Art. XVI: Eine Gesellschaft, in der die Garantie der Rechte nicht versichert und die Trennung der Gewalten nicht festgelegt ist, hat keine Verfassung. Die Verfassung ist null und nichtig, wenn die Mehrheit der Individuen, die die Nation darstellen, an ihrem Zustandekommen nicht mitgewirkt hat.

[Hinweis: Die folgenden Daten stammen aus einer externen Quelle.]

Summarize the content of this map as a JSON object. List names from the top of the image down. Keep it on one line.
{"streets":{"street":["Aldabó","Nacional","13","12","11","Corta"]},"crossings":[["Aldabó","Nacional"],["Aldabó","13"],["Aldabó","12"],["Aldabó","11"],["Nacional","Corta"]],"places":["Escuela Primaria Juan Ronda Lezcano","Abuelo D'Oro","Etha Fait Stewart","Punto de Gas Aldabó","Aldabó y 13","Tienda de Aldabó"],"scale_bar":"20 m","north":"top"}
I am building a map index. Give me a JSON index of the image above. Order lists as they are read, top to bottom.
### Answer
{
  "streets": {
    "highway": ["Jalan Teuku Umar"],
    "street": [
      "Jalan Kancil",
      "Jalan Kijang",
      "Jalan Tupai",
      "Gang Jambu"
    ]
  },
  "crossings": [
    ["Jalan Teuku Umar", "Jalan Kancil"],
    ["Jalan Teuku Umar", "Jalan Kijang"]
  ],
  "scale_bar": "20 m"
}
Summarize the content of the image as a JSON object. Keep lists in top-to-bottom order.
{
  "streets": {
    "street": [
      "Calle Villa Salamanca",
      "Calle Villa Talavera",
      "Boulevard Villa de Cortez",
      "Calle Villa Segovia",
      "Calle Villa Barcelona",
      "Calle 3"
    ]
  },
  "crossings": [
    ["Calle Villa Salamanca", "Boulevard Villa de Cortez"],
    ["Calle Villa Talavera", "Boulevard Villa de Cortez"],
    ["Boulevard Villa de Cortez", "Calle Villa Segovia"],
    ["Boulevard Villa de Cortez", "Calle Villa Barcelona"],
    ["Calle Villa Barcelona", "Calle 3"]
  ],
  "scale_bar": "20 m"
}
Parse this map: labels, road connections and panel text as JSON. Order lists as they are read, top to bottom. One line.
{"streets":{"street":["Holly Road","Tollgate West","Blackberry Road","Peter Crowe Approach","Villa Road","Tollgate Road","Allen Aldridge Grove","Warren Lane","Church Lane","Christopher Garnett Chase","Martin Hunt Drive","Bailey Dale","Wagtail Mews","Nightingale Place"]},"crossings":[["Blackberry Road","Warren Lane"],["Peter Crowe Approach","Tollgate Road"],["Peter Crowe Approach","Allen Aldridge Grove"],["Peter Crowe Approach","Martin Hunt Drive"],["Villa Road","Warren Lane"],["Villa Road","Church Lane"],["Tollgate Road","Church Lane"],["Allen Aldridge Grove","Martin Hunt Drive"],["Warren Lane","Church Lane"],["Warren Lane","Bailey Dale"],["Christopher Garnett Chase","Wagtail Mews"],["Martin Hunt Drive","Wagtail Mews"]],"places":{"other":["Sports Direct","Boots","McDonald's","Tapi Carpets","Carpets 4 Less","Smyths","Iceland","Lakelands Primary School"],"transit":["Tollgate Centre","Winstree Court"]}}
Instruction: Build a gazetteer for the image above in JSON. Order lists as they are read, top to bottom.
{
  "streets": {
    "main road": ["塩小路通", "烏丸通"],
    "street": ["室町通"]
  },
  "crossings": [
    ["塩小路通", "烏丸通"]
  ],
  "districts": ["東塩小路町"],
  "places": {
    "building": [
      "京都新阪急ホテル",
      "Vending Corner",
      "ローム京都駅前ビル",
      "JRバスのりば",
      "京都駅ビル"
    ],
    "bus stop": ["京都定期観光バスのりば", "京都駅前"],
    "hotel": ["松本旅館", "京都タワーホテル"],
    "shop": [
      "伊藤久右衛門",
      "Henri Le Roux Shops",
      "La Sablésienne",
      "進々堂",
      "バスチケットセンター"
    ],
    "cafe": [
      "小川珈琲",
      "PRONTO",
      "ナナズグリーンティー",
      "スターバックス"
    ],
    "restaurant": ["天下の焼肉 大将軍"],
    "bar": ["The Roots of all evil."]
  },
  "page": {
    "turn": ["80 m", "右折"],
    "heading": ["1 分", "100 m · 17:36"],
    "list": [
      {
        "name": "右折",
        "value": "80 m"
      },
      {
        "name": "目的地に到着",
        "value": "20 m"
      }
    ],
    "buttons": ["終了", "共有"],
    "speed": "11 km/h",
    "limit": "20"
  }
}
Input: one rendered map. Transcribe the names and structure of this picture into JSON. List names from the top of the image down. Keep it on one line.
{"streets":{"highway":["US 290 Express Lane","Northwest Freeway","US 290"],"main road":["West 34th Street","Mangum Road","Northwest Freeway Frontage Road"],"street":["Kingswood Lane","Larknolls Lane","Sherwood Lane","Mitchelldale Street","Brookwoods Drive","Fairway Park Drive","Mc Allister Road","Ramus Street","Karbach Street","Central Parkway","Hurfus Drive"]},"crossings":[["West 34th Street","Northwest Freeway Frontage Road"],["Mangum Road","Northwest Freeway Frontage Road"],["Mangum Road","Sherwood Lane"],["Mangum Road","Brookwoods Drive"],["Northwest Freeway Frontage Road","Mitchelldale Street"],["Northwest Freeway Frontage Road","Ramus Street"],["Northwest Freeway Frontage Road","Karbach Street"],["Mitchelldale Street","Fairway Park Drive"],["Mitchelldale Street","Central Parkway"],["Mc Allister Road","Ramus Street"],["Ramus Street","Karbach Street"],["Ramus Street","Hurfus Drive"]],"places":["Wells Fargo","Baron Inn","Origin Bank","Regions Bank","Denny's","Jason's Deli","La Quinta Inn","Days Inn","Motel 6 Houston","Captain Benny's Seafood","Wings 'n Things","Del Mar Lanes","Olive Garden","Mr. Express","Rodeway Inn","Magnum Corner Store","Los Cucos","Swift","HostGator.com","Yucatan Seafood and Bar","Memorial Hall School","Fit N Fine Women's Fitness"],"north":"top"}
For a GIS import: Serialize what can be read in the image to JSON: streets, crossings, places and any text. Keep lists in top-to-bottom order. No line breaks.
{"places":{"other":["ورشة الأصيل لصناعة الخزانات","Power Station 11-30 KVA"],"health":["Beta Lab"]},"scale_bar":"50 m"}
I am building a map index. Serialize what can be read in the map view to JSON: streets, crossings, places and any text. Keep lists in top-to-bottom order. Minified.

Art. XVII: Das Eigentum gehört beiden Geschlechtern, vereint oder einzeln. Jede Person hat darauf ein unverletzliches und heiliges Anrecht. Niemandem darf es als wahres Erbteil der Nation vorenthalten werden, es sei denn, eine öffentliche Notwendigkeit, die gesetzlich festgelegt ist, macht es augenscheinlich erforderlich, jedoch unter der Voraussetzung einer gerechten und vorher festgesetzten Entschädigung.

Zitiert nach: Olympe de Gouges, Schriften, Frankfurt 1980, S. 41ff, übersetzt von Monika Dillier.